Com isso, o roteiro turístico que ela planejava curtir com a família, focado na cultura pop britânica, sofrerá um pequeno adaptação, mesmo que ninguém em sua casa morra de amores pelo novo monarca. “Seria como ir a Roma e não ver o papa”, explica.
Ela e os pais se programaram para assistir a coroação à distância, numa espécie de curiosidade pelo evento em si e pelas pessoas que se entusiasmam em participar. Mesmo que não quisessem, seria praticamente impossível fazer outra coisa no dia. Será feriado no Reino Unido, as ruas estarão fechadas para a procissão da realeza britânica e a coroação vai ser transmitida nas principais mídias, incluindo redes sociais. E, afinal de contas, trata-se de um evento realizado pela última vez sete décadas atrás.

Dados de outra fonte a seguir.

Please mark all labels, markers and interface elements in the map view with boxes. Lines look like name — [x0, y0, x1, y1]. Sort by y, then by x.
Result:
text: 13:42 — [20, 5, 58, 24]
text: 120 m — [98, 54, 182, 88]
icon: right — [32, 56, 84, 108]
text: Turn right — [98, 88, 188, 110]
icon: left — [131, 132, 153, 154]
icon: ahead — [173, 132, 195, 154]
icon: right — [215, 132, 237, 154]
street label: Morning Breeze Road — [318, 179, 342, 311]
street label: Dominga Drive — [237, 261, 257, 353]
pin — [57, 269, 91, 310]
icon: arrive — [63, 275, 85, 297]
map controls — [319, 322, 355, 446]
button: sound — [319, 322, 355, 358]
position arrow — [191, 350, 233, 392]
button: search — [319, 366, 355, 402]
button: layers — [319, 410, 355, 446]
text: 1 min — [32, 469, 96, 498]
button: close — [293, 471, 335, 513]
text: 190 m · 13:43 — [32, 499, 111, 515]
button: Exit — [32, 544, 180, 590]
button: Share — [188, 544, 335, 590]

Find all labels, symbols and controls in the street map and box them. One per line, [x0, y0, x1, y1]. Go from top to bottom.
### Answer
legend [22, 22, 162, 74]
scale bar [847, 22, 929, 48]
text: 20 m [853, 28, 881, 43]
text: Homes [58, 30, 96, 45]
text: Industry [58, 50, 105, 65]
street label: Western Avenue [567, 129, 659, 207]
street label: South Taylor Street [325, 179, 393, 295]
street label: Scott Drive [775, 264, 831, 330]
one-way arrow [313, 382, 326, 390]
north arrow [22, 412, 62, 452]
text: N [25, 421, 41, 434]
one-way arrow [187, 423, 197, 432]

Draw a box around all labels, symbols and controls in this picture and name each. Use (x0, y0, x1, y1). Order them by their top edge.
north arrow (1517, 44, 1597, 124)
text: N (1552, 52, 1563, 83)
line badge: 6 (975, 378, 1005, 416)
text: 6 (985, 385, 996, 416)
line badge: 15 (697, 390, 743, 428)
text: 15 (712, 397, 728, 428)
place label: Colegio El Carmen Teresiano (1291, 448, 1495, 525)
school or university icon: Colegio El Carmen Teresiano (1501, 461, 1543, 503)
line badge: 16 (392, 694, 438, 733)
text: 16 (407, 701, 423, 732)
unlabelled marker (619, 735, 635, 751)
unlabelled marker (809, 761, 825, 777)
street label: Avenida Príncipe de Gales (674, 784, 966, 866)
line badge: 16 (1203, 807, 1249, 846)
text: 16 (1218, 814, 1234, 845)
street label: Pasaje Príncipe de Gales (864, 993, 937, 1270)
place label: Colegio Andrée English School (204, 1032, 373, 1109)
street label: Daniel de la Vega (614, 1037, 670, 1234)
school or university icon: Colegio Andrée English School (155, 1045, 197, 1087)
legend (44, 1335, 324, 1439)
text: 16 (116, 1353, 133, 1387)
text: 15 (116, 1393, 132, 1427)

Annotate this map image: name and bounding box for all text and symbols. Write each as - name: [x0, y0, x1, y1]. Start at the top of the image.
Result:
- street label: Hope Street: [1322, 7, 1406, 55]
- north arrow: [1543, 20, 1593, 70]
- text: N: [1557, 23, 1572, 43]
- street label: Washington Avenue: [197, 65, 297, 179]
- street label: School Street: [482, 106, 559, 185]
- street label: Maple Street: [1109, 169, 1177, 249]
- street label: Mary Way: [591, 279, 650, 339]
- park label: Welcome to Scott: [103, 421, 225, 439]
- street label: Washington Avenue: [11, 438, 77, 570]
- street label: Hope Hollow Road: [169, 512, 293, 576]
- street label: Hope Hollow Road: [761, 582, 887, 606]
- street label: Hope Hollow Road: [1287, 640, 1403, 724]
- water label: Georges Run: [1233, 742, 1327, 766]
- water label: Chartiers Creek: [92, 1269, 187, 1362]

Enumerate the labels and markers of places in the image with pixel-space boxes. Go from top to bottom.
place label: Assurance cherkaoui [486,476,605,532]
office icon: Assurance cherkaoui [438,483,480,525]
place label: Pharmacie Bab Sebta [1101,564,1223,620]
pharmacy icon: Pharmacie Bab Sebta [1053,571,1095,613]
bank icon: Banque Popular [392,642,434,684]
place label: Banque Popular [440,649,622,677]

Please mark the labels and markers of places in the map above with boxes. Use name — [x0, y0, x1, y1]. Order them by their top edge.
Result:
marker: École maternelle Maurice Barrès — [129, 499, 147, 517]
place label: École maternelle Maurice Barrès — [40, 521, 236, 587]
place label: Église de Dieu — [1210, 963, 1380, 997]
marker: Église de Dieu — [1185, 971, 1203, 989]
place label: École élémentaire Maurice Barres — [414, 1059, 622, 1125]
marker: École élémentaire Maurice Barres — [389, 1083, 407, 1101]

A data foi escolhida a partir da disponibilidade da família e o motivo foi simplesmente fazerem uma viagem juntos a um lugar querido pela mãe de Lia. A primeira reação ao perceber a coincidência com a coroação, no entanto, foi de lamento. “Minha mãe disse: ‘Ah, não! A cidade vai estar cheia de gente e os hotéis estarão caros’”, contou a jovem. Mas isso logo mudou. “Daí a gente decidiu fazer festa. A gente gosta muito de enfiar nos lugares e entender os movimentos, sabe? Vamos fazer um piquenique em algum parque próximo e olhar de longe.”
Turismo monárquico
A coroação ocorre em meio a um debate sobre a relação custo-benefício do turismo monárquico no Reino Unido. “A coroação trará uma bonança turística para o Reino Unido ou afastará as pessoas?”, perguntou o jornal britânico The Guardian em reportagem publicada no dia 21 de abril. Entre muitos fatores, a reportagem centra na questão sobre os custos da monarquia e o retorno que ela traz no turismo – um argumento que costuma ser utilizado para justificar os gastos públicos com a realeza, mas difícil de se comprovar.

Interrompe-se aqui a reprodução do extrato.